Arthur understood. The Rod was one of the Burning Pixies main advantages, one of their famed enchanted items. As the fifth most powerful guild, the Burning Pixies were a female-oriented guild, with membership that were only for female identifying individuals. Or those who were formerly female identifying. They’d had to make that last change due to the way the Rod of Binding worked, since once you were in, you were in.
Well, we’ll figure it out,” Arthur said. Or they wouldn’t, someone would come in, lay a long-term decades old plan, become part of their management infrastructure and then, one day in an orgey of revenge steal, destroy and betray them all. All because Arthur had killed their brother / lover / father / mother.
Maybe he had been watching a few too many Korean dramas.
“Arthur? Are you ready for this?” Mel said, just before they exited the ring.

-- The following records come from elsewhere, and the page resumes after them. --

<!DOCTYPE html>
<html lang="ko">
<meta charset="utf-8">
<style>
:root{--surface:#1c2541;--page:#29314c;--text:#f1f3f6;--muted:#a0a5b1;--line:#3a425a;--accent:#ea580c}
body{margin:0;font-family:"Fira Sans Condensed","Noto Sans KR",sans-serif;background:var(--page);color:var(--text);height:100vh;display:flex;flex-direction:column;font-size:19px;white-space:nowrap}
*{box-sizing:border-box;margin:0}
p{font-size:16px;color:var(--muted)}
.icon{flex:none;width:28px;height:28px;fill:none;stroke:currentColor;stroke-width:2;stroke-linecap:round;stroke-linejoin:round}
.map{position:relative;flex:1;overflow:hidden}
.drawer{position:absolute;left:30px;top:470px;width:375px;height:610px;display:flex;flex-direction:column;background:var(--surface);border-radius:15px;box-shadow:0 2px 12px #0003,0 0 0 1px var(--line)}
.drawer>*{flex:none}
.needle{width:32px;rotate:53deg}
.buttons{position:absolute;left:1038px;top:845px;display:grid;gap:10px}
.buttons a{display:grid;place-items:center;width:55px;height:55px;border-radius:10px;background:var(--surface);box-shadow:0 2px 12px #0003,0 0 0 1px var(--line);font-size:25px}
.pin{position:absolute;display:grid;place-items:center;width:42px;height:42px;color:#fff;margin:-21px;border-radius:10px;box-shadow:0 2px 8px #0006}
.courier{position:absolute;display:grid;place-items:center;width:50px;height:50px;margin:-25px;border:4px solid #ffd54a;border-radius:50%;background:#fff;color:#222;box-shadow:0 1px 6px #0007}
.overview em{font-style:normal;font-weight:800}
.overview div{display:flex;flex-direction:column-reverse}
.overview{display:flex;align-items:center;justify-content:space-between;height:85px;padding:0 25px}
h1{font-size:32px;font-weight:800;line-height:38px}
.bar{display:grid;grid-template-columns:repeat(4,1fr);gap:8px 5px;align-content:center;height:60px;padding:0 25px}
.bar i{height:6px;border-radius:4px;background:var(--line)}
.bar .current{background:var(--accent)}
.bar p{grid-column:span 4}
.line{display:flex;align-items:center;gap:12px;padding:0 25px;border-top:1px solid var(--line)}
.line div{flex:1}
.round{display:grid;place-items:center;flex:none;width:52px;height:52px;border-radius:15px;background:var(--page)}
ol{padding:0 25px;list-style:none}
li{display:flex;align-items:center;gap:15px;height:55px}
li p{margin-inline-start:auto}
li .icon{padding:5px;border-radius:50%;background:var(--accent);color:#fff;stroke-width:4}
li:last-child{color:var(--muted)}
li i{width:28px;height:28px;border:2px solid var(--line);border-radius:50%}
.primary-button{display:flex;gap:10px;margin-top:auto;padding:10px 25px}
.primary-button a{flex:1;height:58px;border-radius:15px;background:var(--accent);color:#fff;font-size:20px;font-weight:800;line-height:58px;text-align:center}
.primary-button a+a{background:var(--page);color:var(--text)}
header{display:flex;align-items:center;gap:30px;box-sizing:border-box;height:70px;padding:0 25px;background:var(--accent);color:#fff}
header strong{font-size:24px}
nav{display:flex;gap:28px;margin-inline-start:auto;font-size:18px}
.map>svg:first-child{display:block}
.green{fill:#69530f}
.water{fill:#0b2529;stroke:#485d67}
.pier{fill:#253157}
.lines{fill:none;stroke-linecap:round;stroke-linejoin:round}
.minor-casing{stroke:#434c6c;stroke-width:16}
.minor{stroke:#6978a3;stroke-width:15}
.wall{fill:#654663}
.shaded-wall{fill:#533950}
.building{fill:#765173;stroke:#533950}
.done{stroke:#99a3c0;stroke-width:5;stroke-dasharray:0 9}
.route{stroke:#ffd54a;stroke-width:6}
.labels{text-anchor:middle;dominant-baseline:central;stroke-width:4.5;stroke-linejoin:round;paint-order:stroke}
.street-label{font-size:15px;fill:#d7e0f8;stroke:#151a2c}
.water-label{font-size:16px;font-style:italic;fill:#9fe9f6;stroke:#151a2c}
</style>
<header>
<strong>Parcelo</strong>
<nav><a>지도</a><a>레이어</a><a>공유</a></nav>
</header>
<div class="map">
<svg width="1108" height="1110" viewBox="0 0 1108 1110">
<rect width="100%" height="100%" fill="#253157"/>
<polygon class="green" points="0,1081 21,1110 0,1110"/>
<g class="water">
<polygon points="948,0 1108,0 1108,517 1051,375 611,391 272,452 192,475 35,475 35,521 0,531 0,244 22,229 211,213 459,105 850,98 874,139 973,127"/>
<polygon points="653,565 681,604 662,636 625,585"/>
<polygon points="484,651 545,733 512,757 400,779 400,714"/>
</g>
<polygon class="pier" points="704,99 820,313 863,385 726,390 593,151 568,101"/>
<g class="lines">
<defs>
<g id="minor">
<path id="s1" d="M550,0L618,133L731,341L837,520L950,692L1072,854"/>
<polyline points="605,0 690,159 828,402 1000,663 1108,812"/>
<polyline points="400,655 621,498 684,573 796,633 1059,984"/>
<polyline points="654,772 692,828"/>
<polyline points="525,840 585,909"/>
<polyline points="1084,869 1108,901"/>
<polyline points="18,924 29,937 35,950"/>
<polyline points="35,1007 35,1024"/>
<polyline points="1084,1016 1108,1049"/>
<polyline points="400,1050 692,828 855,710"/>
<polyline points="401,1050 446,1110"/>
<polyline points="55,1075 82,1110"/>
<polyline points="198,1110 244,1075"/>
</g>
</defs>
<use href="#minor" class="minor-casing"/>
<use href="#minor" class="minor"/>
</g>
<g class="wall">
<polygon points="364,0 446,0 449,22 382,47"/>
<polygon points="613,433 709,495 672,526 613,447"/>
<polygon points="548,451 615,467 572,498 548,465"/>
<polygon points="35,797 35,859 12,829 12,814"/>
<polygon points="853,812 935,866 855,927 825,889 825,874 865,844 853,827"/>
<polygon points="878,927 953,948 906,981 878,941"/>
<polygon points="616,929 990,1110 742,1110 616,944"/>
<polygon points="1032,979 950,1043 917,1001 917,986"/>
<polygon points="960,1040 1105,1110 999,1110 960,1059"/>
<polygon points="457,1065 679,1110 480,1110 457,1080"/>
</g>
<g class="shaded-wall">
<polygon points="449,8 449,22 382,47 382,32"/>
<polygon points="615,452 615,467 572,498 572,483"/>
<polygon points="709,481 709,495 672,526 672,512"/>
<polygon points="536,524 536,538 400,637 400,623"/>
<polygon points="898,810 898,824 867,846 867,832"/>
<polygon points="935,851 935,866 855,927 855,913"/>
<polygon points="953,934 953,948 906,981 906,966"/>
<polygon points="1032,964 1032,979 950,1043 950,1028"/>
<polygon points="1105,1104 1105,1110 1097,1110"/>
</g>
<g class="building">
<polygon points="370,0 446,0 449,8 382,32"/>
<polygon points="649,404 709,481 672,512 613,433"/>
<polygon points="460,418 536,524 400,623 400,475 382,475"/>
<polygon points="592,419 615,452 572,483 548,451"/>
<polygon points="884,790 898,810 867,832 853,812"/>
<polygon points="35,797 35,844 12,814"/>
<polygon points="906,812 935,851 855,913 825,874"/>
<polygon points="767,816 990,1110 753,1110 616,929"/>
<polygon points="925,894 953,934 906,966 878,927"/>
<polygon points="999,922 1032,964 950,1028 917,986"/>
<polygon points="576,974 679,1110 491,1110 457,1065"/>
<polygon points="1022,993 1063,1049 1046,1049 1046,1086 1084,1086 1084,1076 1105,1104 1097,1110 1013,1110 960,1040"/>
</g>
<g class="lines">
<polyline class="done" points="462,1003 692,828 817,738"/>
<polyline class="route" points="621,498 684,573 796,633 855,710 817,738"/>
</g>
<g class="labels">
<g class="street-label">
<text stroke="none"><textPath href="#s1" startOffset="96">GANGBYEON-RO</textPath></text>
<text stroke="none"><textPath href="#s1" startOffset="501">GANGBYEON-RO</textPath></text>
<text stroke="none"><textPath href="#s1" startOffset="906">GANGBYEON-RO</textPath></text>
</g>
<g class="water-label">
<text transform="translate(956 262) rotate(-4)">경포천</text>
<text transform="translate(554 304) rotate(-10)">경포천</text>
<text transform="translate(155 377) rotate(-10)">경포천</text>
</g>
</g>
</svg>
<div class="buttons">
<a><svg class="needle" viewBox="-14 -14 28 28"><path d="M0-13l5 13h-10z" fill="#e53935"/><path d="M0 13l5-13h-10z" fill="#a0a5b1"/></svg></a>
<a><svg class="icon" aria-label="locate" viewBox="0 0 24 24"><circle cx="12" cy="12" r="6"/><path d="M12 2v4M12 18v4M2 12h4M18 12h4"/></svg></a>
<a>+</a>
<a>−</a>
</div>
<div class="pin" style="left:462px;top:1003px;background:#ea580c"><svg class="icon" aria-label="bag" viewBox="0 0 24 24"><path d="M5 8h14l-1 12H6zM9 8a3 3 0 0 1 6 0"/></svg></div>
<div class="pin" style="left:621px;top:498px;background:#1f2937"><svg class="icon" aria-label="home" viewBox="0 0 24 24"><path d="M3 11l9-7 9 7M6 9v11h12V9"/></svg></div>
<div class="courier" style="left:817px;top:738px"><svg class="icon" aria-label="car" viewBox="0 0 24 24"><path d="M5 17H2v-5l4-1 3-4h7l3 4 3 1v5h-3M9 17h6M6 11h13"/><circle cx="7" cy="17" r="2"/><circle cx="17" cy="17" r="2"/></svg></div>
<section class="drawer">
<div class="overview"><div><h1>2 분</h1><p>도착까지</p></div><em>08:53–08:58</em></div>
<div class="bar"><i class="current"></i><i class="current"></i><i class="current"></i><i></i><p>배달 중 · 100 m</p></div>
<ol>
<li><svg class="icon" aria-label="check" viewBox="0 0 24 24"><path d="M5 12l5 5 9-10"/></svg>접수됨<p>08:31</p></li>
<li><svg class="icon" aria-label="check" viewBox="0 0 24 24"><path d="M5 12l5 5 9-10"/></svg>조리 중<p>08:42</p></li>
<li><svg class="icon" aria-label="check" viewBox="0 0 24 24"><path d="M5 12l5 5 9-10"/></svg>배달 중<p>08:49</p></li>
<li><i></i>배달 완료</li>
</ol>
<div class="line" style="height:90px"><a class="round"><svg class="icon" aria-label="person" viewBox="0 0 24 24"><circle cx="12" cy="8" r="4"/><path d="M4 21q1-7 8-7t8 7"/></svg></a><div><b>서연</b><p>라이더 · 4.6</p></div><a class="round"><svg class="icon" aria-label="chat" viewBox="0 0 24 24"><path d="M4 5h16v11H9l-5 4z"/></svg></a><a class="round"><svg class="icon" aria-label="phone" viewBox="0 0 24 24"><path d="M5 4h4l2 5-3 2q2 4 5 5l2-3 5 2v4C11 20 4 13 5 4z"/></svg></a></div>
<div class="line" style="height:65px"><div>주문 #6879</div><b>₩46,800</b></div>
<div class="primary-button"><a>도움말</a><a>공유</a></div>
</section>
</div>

She put a hand on his arm when he tried to move forwards, dark brown eyes searching his for an answer as she held him still. “If you aren’t ready to face the trial…”

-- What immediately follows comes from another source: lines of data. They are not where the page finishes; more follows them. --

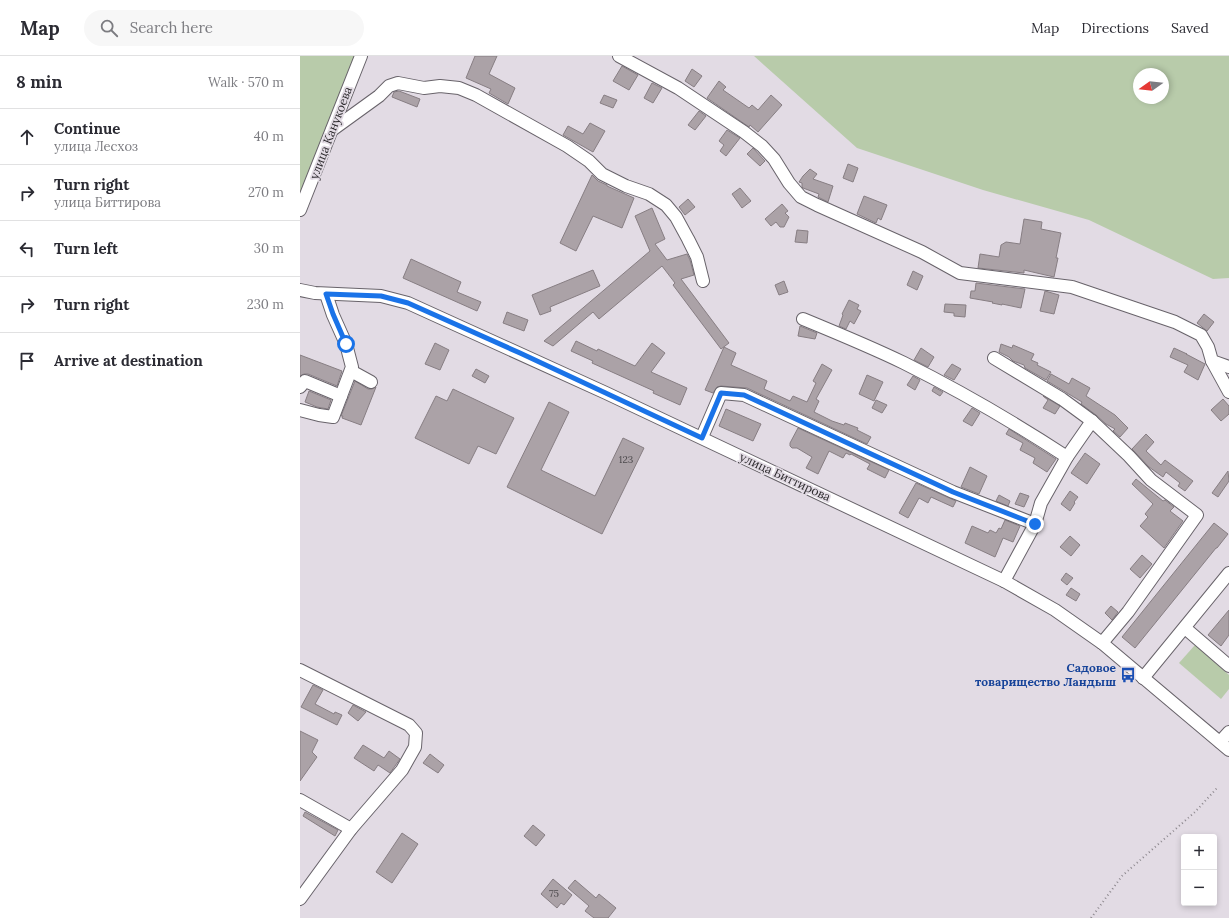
<!DOCTYPE html>
<html lang="en">
<head>
<meta charset="utf-8">
<style>
	body { margin:0; font-family:Lora,serif; background:#f7f7f7; color:#2b2b33 }
	.controls { position:absolute; right:12px; bottom:12px; display:grid; overflow:hidden; border-radius:4px; box-shadow:0 2px 6px #0003 }
	.controls button { width:36px; height:36px; display:grid; place-items:center; padding:0; border:0; border-bottom:1px solid #e1e1e2; background:#fff; color:#2b2b33; font:20px sans-serif }
	.compass { position:absolute; left:833px; top:12px; width:36px; height:36px; border-radius:50%; background:#fff; box-shadow:0 2px 6px #0003; rotate:255deg }
	.stop { position:absolute; width:12px; height:12px; margin:-9px; border:3px solid #1a73e8; border-radius:50%; background:#fff }
	.stop.end { background:#1a73e8; border-color:#fff; box-shadow:0 1px 4px #0008 }
	.list { margin:0; padding:0; list-style:none }
	h2 { display:flex; justify-content:space-between; align-items:center; height:52px; margin:0; padding:0 16px; font-size:17px }
	h2 small { font-size:13px; font-weight:400; color:#7c7c81 }
	.list li { display:grid; grid-template-columns:26px 1fr auto; gap:12px; align-items:center; box-sizing:border-box; height:56px; padding:0 16px; border-top:1px solid #e1e1e2 }
	.list b { display:block; font-size:15px; white-space:nowrap }
	.list p { margin:0; font-size:13px; white-space:nowrap; color:#7c7c81 }
	.list em { font-size:13px; font-style:normal; color:#7c7c81 }
	.icon { flex:none; width:22px; height:22px; fill:none; stroke:currentColor; stroke-width:2; stroke-linecap:round; stroke-linejoin:round }
	.map { position:relative; flex:none; width:929px; height:862px; overflow:hidden }
	header { display:flex; align-items:center; gap:24px; box-sizing:border-box; height:56px; padding:0 20px; background:#fff; border-bottom:1px solid #e1e1e2 }
	header strong { font-size:19px }
	nav { display:flex; gap:22px; margin-inline-start:auto; font-size:14px }
	.search { width:280px; height:36px; background:#f7f7f7; display:flex; align-items:center; gap:10px; box-sizing:border-box; padding:0 14px; border-radius:22px; color:#7c7c81; font-size:15px }
	main { display:flex }
	aside { flex:1; background:#fff }
	.map>svg:first-child { display:block }
	.green { fill:#b8cbaa; fill-rule:evenodd }
	.building { fill:#aba2a7; stroke:#877e83 }
	.lines { fill:none; stroke-linecap:round; stroke-linejoin:round }
	.minor-casing { stroke:#68636a; stroke-width:14 }
	.path { stroke:#8d888e; stroke-width:2; stroke-dasharray:1 3; stroke-linecap:butt }
	.minor { stroke:#fff; stroke-width:12 }
	.route { stroke:#1a73e8; stroke-width:5 }
	.labels { text-anchor:middle; stroke-width:3.5; stroke-linejoin:round; paint-order:stroke }
	.number-label { font-size:10px; fill:#4d4a4d }
	.street-label { font-size:12px; fill:#2e2c2f; stroke:#e2dbe4 }
	.transit-label { font-size:12px; font-weight:bold; fill:#164399; stroke:#e2dbe4; text-anchor:end }
</style>
</head>
<body>
<header>
<strong>Map</strong>
<div class="search"><svg class="icon" aria-label="search" viewBox="0 0 24 24"><circle cx="10" cy="10" r="6"/><path d="M15 15l6 6"/></svg>Search here</div>
<nav><a>Map</a><a>Directions</a><a>Saved</a></nav>
</header>
<main>
<aside>
<h2>8 min<small>Walk · 570 m</small></h2>
<ul class="list">
<li><svg class="icon" aria-label="ahead" viewBox="0 0 24 24"><path d="M12 20V5M6 11l6-6 6 6"/></svg><div><b>Continue</b><p>улица Лесхоз</p></div><em>40 m</em></li>
<li><svg class="icon" aria-label="right" viewBox="0 0 24 24"><path d="M7 20v-9h11M14 6l5 5-5 5"/></svg><div><b>Turn right</b><p>улица Биттирова</p></div><em>270 m</em></li>
<li><svg class="icon" aria-label="left" viewBox="0 0 24 24"><path d="M17 20v-9H6M10 6l-5 5 5 5"/></svg><div><b>Turn left</b></div><em>30 m</em></li>
<li><svg class="icon" aria-label="right" viewBox="0 0 24 24"><path d="M7 20v-9h11M14 6l5 5-5 5"/></svg><div><b>Turn right</b></div><em>230 m</em></li>
<li><svg class="icon" aria-label="arrive" viewBox="0 0 24 24"><path d="M6 21V4h12l-3 4 3 4H6"/></svg><div><b>Arrive at destination</b></div></li>
</ul>
</aside>
<div class="map">
<svg width="929" height="862" viewBox="0 0 929 862">
	<rect width="100%" height="100%" fill="#e2dbe4"/>
	<g class="green">
		<polygon points="0,0 61,0 0,154"/>
		<path d="M 454,0 L 929,0 L 929,222 L 913,223 L 789,164 L 683,134 L 557,92 ZM 839,18 L 863,18 L 863,42 L 839,42 Z"/>
		<polygon points="895,589 929,619 929,633 921,643 879,607"/>
	</g>
	<g class="building">
		<polygon points="175,0 197,0 189,18 215,32 208,48 189,37 191,33 166,22"/>
		<polygon points="322,10 338,19 329,34 313,25"/>
		<polygon points="392,13 402,20 394,31 385,25"/>
		<polygon points="419,25 426,31 423,34 449,52 452,49 458,54 471,39 482,49 458,76 450,69 449,71 407,42"/>
		<polygon points="352,27 362,32 353,47 344,42"/>
		<polygon points="99,35 120,43 117,51 92,41 94,36"/>
		<polygon points="304,39 317,44 313,52 300,47"/>
		<polygon points="399,55 406,60 395,74 388,69"/>
		<polygon points="290,67 305,75 293,96 263,79 268,70 283,78"/>
		<polygon points="427,74 440,82 426,100 420,95 424,89 419,85"/>
		<polygon points="453,92 465,105 460,110 447,98"/>
		<polygon points="548,108 558,112 553,126 543,122"/>
		<polygon points="510,113 517,118 513,123 533,130 528,146 518,141 519,138 503,132 502,131 502,127 499,126 503,120"/>
		<polygon points="292,119 298,125 307,129 307,130 334,142 322,172 293,160 276,195 260,187"/>
		<polygon points="440,132 451,145 442,152 432,138"/>
		<polygon points="564,140 587,149 581,164 578,162 576,167 557,158"/>
		<polygon points="388,143 395,151 385,159 379,151"/>
		<polygon points="482,148 488,155 485,157 489,161 484,171 480,171 476,166 471,170 465,163"/>
		<polygon points="352,152 365,183 355,188 367,204 387,198 390,204 394,219 381,223 429,287 421,293 373,229 375,227 362,210 299,263 293,256 253,290 244,285 350,195 335,160"/>
		<polygon points="724,163 742,166 741,173 761,177 756,202 758,202 754,221 724,214 724,217 678,212 680,198 699,201 701,189 706,186 720,188"/>
		<polygon points="497,174 508,175 507,187 495,186"/>
		<polygon points="111,203 161,226 157,236 181,246 177,255 103,222"/>
		<polygon points="293,214 300,230 250,251 251,255 240,259 232,239"/>
		<polygon points="613,215 623,220 617,234 607,229"/>
		<polygon points="484,225 488,236 479,239 475,229"/>
		<polygon points="676,227 725,233 721,252 702,248 702,249 692,247 693,246 670,242 671,235 675,235"/>
		<polygon points="745,235 759,239 754,258 740,255"/>
		<polygon points="549,244 559,249 557,253 561,255 554,268 550,265 546,273 539,270 543,259 542,258"/>
		<polygon points="645,248 666,249 665,261 654,260 654,257 644,256"/>
		<polygon points="207,256 228,264 224,275 203,267"/>
		<polygon points="904,258 914,266 907,275 897,267"/>
		<polygon points="500,270 517,277 515,283 498,280"/>
		<polygon points="276,285 297,295 298,293 335,310 352,287 365,297 351,316 387,332 380,349 353,337 354,335 292,307 293,305 271,295"/>
		<polygon points="135,287 149,294 140,314 125,308"/>
		<polygon points="701,288 712,292 713,289 734,298 731,304 738,307 737,309 751,316 746,324 725,312 724,309 713,305 709,301 699,296"/>
		<polygon points="424,291 436,297 431,309 467,325 464,333 490,345 493,340 507,346 516,327 513,325 522,308 532,314 516,343 519,345 514,356 532,365 544,369 545,367 558,372 557,374 571,381 567,388 447,332 421,330 417,331 413,337 405,334"/>
		<polygon points="621,292 634,301 628,311 614,304"/>
		<polygon points="874,292 887,298 886,298 905,308 898,324 884,316 888,309 870,301"/>
		<polygon points="0,299 42,315 37,330 8,318 4,318 0,320"/>
		<polygon points="652,308 661,313 654,324 644,319"/>
		<polygon points="176,313 189,320 185,327 172,320"/>
		<polygon points="751,318 769,328 772,322 790,332 786,340 815,359 828,372 820,381 813,375 815,373 806,368 796,359 781,348 782,346 747,325"/>
		<polygon points="567,319 583,326 574,345 559,338"/>
		<polygon points="613,320 620,324 615,334 607,329"/>
		<polygon points="55,325 68,333 72,333 76,331 61,369 42,362 43,360 41,360"/>
		<polygon points="634,331 643,336 640,340 632,335"/>
		<polygon points="153,333 214,362 196,398 178,390 169,408 115,382 136,340 147,345"/>
		<polygon points="9,335 31,344 28,353 17,351 5,346"/>
		<polygon points="743,340 760,350 755,358 743,352 748,344"/>
		<polygon points="923,343 929,350 929,358 921,365 911,354"/>
		<polygon points="576,344 587,349 582,357 572,352"/>
		<polygon points="249,346 269,356 241,414 295,440 323,382 344,392 302,478 207,431"/>
		<polygon points="672,352 680,357 672,370 663,365"/>
		<polygon points="426,353 461,368 453,385 419,370"/>
		<polygon points="498,372 589,414 585,422 567,413 570,408 551,398 550,399 546,397 543,402 529,395 518,418 506,412 512,401 497,392 492,392 490,390 490,387"/>
		<polygon points="709,373 756,403 747,416 733,407 735,402 720,394 723,387 706,378"/>
		<polygon points="846,378 854,386 846,395 861,409 865,404 893,425 885,435 878,430 880,427 866,416 863,421 849,411 832,393"/>
		<polygon points="785,397 800,408 787,428 771,417"/>
		<polygon points="670,411 687,420 679,438 661,431"/>
		<polygon points="928,415 929,425 918,441 912,437"/>
		<polygon points="836,423 863,445 865,444 874,451 870,455 883,465 864,492 840,470 848,461 845,458 853,448 832,428"/>
		<polygon points="616,427 656,445 653,451 631,441 628,447 619,442 608,462 599,457"/>
		<polygon points="770,435 778,441 774,446 775,447 770,455 761,448"/>
		<polygon points="720,437 729,440 724,451 715,448"/>
		<polygon points="699,439 710,445 708,450 696,445"/>
		<polygon points="705,464 720,470 713,486 703,482 695,501 665,487 672,470 688,477 690,474 696,477 699,472 701,473"/>
		<polygon points="914,467 928,478 917,492 916,492 835,592 822,581"/>
		<polygon points="770,480 780,489 771,500 760,491"/>
		<polygon points="842,499 852,508 840,522 830,513"/>
		<polygon points="766,517 773,522 767,529 761,524"/>
		<polygon points="771,532 780,538 776,545 766,539"/>
		<polygon points="811,550 818,556 812,564 805,557"/>
		<polygon points="929,554 929,579 921,590 908,579"/>
		<polygon points="13,629 23,634 15,648 34,658 35,656 42,659 37,669 1,651"/>
		<polygon points="53,649 66,656 58,665 48,657"/>
		<polygon points="0,675 18,684 12,696 17,701 0,725"/>
		<polygon points="63,689 84,702 89,695 100,703 90,717 78,709 74,715 54,702"/>
		<polygon points="130,698 144,709 138,717 123,707"/>
		<polygon points="5,756 38,774 35,780 3,760"/>
		<polygon points="233,769 245,779 236,790 224,780"/>
		<polygon points="102,777 118,788 92,827 76,816"/>
		<polygon points="253,823 272,839 264,849 261,847 257,852 241,838"/>
		<polygon points="275,824 296,842 299,838 316,852 308,862 294,862 285,855 289,850 268,832"/>
	</g>
	<g class="lines">
		<g class="minor-casing">
			<g id="minor">
				<polyline points="319,0 378,32 444,76 462,90 474,103 489,127 501,141 517,149 622,196 660,217 772,231 875,266 901,279 908,291 912,305 929,311"/>
				<polyline points="32,74 79,40 89,30 98,27 124,32 140,30 159,32 176,39 267,90 289,105 302,118 326,130 349,138 366,149 376,161 388,183 397,201 403,225"/>
				<polyline points="0,154 61,0"/>
				<polyline points="0,234 15,237 81,240 108,247 306,337 704,525 755,554 802,587 929,694"/>
				<path d="M 503,263 C 537,277 571,291 604,307 C 660,335 715,367 767,401"/>
				<polyline points="694,302 762,343 792,365 829,400 851,424 897,459 828,556 802,587"/>
				<polyline points="912,305 929,336"/>
				<polyline points="51,315 71,326"/>
				<polyline points="0,331 5,325 41,340"/>
				<polyline points="0,354 19,359 33,361 52,311 46,288 33,259 26,238"/>
				<polyline points="402,381 421,337 444,339 653,436 735,468"/>
				<polyline points="704,525 735,468 741,447 767,401 792,365"/>
				<polyline points="885,572 929,610"/>
				<polyline points="0,614 109,669 116,677 115,691 102,714 51,773 0,843"/>
				<polyline points="843,622 929,517"/>
				<polyline points="920,686 929,676"/>
				<polyline points="0,744 51,773"/>
			</g>
		</g>
		<polyline class="path" points="791,862 822,820 895,756 917,732"/>
		<use href="#minor" class="minor"/>
	</g>
	<g class="lines">
		<polyline class="route" points="46,288 33,258 26,238 81,240 108,247 220,297 402,382 421,337 444,339 653,436 735,468"/>
	</g>
	<defs>
		<g id="bus-bare" transform="scale(1.2)"><path d="M-5-6H5V4H4V6H2V4H-2V6H-4V4H-5ZM-3.5-4V0h7V-4ZM-3.5 1.2v1.5H-2V1.2ZM2 1.2v1.5H3.5V1.2Z" fill="#1a4fb4" stroke="#e2dbe4" stroke-width="2.5" paint-order="stroke"/></g>
	</defs>
	<g fill-rule="evenodd">
		<use href="#bus-bare" x="828" y="619"/>
	</g>
	<g class="labels">
		<g class="number-label">
			<text x="326" y="407">123</text>
			<text x="254" y="841">75</text>
		</g>
		<g class="street-label">
			<text transform="translate(31 77) rotate(-69)" y="4">улица Канукоева</text>
			<text transform="translate(485 421) rotate(25)" y="4">улица Биттирова</text>
		</g>
		<g class="transit-label">
			<text x="816" y="616">Садовое<tspan x="816" dy="14">товарищество Ландыш</tspan></text>
		</g>
	</g>
</svg>
<div class="controls">
<button>+</button>
<button>−</button>
</div>
<svg class="compass" viewBox="-18 -18 36 36"><path d="M0-13l5 13h-10z" fill="#e53935"/><path d="M0 13l5-13h-10z" fill="#7c7c81"/></svg>
<div class="stop" style="left:46px;top:288px"></div>
<div class="stop end" style="left:735px;top:468px"></div>
</div>
</main>
</body>
</html>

“We can break our word, make the Chin’s angry, deal with the fallout and then the various other groups who have been sniffing around now, who all want to take a bite out of us?” Arthur said. “Did you see that letter I got?”
“What letter?” Jan said, cocking her head to the side.
Yao Jing just grunted while Uswah made a face.
“He received a threatening letter, to not join with the Chin’s. Promised to kill him, his family and his friends if he went ahead,” Mel explained. “It was, of course, unsigned.”
“Cowards,” Yao Jing said. “Faceless shorn turtles. I bet they used to hide in their lonely basements before they got kicked into the Tower.”
Arthur made a face. “So. Yeah. I need to get out. Fast. The faster I get up, the higher the chance I can keep my family safe.” He nodded outside, to the crowd around Casey Chin. “She promised to get the word out with her people too. Which will be even faster than what we can do, probably.
“So. No choice, really. We go ahead.”
There was a long silence then, before Jan broke in. “Sorry-lah.”
“For what?” Arthur said.
“This.” She shrugged her shoulders. “I know you no want, but you kena do good job lah. So, sorry, they hurt you or your family.”
“It’s not your fault. And you, you don’t get soft on me.” He laughed, rotating his shoulders to settle bag more comfortably on his shoulders. That movement had the others copy it, checking over their own weapons, their own gear. “I think I’d miss having someone calling me stupid every once in a while.”
Laughing, Arthur waved the group forward. Time to meet Casey Chin, the lady with the alliterative name and more money than their entire Clan put together and the next floor. Because why not?